Dataset excerpts Start Marker
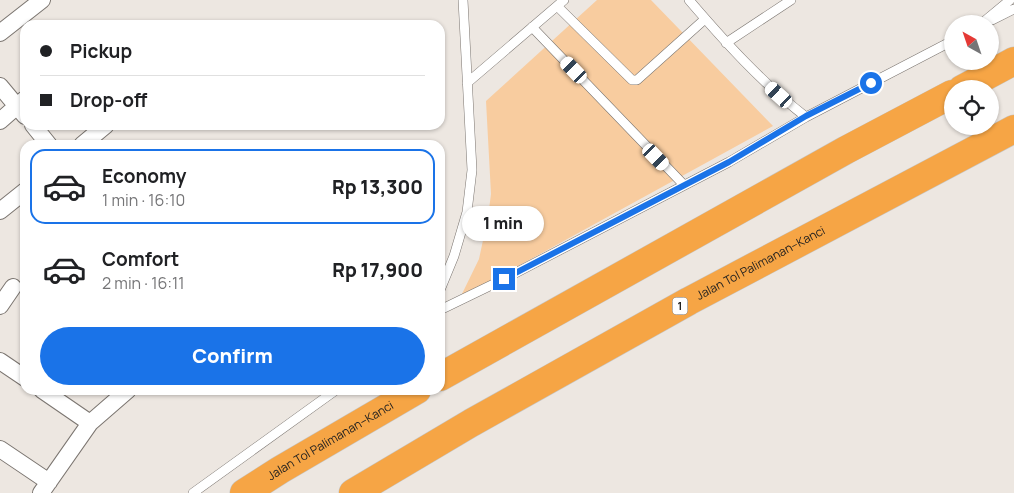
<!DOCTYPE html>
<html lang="en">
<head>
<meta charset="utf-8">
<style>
	body { margin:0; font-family:Manrope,sans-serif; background:#f6f6f6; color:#202124; height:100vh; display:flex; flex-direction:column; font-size:19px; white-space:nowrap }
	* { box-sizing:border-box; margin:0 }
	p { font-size:16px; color:#757577 }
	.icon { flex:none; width:28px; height:28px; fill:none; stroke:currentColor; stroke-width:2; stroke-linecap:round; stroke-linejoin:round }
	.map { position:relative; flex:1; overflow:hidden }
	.sheet { position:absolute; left:20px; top:140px; width:425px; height:255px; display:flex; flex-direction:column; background:#fff; border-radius:15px; box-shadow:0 1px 4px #0004 }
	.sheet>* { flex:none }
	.top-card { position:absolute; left:20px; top:20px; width:425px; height:110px; border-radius:15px; box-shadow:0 1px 4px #0004; display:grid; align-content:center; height:110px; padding:0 20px; background:#fff }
	.needle { width:32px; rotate:320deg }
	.tools { position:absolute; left:944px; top:15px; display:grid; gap:10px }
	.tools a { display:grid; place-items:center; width:55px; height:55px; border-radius:50%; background:#fff; box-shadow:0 1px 4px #0004; font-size:25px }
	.end { position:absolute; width:22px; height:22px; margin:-11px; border:6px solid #1a73e8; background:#fff; box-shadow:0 0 0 2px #fff }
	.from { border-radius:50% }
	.bubble { position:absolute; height:35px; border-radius:18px; background:#fff; box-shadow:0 1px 4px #0004; font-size:16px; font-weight:800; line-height:35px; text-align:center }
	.car { position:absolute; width:15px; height:30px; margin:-15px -8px; border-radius:6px; box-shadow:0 0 4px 1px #0007; background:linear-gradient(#fff 24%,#345 0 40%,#fff 0 76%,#345 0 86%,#fff 0) }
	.top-card b { display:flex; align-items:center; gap:18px; height:48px; font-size:19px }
	.top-card b+b { border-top:1px solid #e0e0e0 }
	.top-card i { width:12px; height:12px; background:#202124 }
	ul { padding:9px 0 0; list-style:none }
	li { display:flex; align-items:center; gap:15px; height:75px; margin:0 10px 8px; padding:0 10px; border:2px solid transparent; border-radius:15px }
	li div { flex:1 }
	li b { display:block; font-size:19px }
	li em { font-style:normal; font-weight:800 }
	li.selected { border-color:#1a73e8 }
	li>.icon { width:45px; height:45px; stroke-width:1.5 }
	.button { display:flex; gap:10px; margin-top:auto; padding:10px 20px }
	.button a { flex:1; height:58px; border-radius:30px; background:#1a73e8; color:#fff; font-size:20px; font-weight:800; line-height:58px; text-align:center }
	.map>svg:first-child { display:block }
	.green { fill:#f8cc9f }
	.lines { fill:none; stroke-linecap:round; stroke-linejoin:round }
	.service-casing { stroke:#7b7570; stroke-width:10 }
	.minor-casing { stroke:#7b7570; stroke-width:18 }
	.motorway-casing { stroke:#c6c6c5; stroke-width:29 }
	.service { stroke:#fff; stroke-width:9 }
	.minor { stroke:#fff; stroke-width:16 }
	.motorway { stroke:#f6a545; stroke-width:28 }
	.route { stroke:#1a73e8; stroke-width:6 }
	.labels { text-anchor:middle; stroke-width:4.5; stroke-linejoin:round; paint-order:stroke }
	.shield { fill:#fff; stroke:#666463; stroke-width:1 }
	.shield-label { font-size:11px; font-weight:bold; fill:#242220 }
	.street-label { font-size:12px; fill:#242220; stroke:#fff }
</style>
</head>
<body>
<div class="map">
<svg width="1014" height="493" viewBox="0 0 1014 493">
	<rect width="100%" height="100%" fill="#ede7e1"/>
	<!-- green -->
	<path class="green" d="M597,0H651L773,126L460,298L479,259L488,217L491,194L486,101Z"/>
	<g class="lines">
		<defs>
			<path id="service" d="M689,0C725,42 762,83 806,117L952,41
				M557,6L632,80H637L705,19
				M992,20L1014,9
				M981,24L1010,0
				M532,27L684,185
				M726,43L791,0
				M467,83L564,0
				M440,290L454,256L467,212L472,170L463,0
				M440,310L504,279L729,162L806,117
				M193,493L336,390"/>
			<path id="minor" d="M0,33L42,0
				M0,86L25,116
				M0,121L25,99
				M33,125L49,145
				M82,145L106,125
				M0,211L25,191
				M0,306L13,287
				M0,361L25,378
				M42,390L90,423
				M0,449L49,482
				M41,493L90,423L128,390"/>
			<g id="motorway">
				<path d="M962,89L1014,61"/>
				<path d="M440,377L846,150L952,94"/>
				<path id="s1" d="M244,493L280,470L417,390"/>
				<path id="s2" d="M353,493L471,423L689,301L1014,129"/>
			</g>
		</defs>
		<!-- service casing -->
		<use href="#service" class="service-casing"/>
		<!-- minor casing -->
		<use href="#minor" class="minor-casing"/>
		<!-- motorway casing -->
		<use href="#motorway" class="motorway-casing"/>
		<!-- service -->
		<use href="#service" class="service"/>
		<!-- minor -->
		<use href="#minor" class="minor"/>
		<!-- motorway -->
		<use href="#motorway" class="motorway"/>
	</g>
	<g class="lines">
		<!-- route -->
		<path class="route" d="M504,279L729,162L806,116L871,83"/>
	</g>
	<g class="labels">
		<!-- shield labels -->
		<rect class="shield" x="672.5" y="297.5" width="15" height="17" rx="4"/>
		<g class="shield-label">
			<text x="680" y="310">1</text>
		</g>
		<!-- street labels -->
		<g class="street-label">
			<text dy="4" stroke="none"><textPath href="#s2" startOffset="468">Jalan Tol Palimanan–Kanci</textPath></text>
			<text dy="4" stroke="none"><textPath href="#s1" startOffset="101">Jalan Tol Palimanan–Kanci</textPath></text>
		</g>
	</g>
</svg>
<div class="tools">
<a><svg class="needle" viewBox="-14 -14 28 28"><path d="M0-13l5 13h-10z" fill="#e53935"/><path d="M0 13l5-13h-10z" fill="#757577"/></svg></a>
<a><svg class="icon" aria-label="locate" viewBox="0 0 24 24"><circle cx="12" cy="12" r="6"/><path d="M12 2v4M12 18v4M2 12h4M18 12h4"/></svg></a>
</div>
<i class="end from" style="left:871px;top:83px"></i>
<i class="end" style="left:504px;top:279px"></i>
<div class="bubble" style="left:462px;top:206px;width:82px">1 min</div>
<i class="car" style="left:574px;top:70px;rotate:316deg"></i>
<i class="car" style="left:779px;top:95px;rotate:312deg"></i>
<i class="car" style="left:656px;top:157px;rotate:136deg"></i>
<div class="top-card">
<b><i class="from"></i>Pickup</b>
<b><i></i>Drop-off</b>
</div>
<section class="sheet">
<ul>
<li class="selected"><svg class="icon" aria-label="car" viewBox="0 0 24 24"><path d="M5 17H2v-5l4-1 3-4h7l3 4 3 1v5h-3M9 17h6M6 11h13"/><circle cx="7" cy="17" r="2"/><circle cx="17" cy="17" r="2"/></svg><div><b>Economy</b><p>1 min · 16:10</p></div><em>Rp 13,300</em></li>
<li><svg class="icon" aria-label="car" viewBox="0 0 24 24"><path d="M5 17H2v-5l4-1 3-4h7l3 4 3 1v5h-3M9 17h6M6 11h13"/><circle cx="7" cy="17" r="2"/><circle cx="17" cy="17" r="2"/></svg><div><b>Comfort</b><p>2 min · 16:11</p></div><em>Rp 17,900</em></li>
</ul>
<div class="button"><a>Confirm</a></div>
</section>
</div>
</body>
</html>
Dataset excerpts End Marker
▸ **Exercise brief**
The stretch of entries above that starts with the line containing "M981,24L1010,0" and goes on through the line containing "<!-- route -->" is to be transcribed exactly, and no other line is to be transcribed.

▸ **Result of this task**
				M981,24L1010,0
				M532,27L684,185
				M726,43L791,0
				M467,83L564,0
				M440,290L454,256L467,212L472,170L463,0
				M440,310L504,279L729,162L806,117
				M193,493L336,390"/>
			<path id="minor" d="M0,33L42,0
				M0,86L25,116
				M0,121L25,99
				M33,125L49,145
				M82,145L106,125
				M0,211L25,191
				M0,306L13,287
				M0,361L25,378
				M42,390L90,423
				M0,449L49,482
				M41,493L90,423L128,390"/>
			<g id="motorway">
				<path d="M962,89L1014,61"/>
				<path d="M440,377L846,150L952,94"/>
				<path id="s1" d="M244,493L280,470L417,390"/>
				<path id="s2" d="M353,493L471,423L689,301L1014,129"/>
			</g>
		</defs>
		<!-- service casing -->
		<use href="#service" class="service-casing"/>
		<!-- minor casing -->
		<use href="#minor" class="minor-casing"/>
		<!-- motorway casing -->
		<use href="#motorway" class="motorway-casing"/>
		<!-- service -->
		<use href="#service" class="service"/>
		<!-- minor -->
		<use href="#minor" class="minor"/>
		<!-- motorway -->
		<use href="#motorway" class="motorway"/>
	</g>
	<g class="lines">
		<!-- route -->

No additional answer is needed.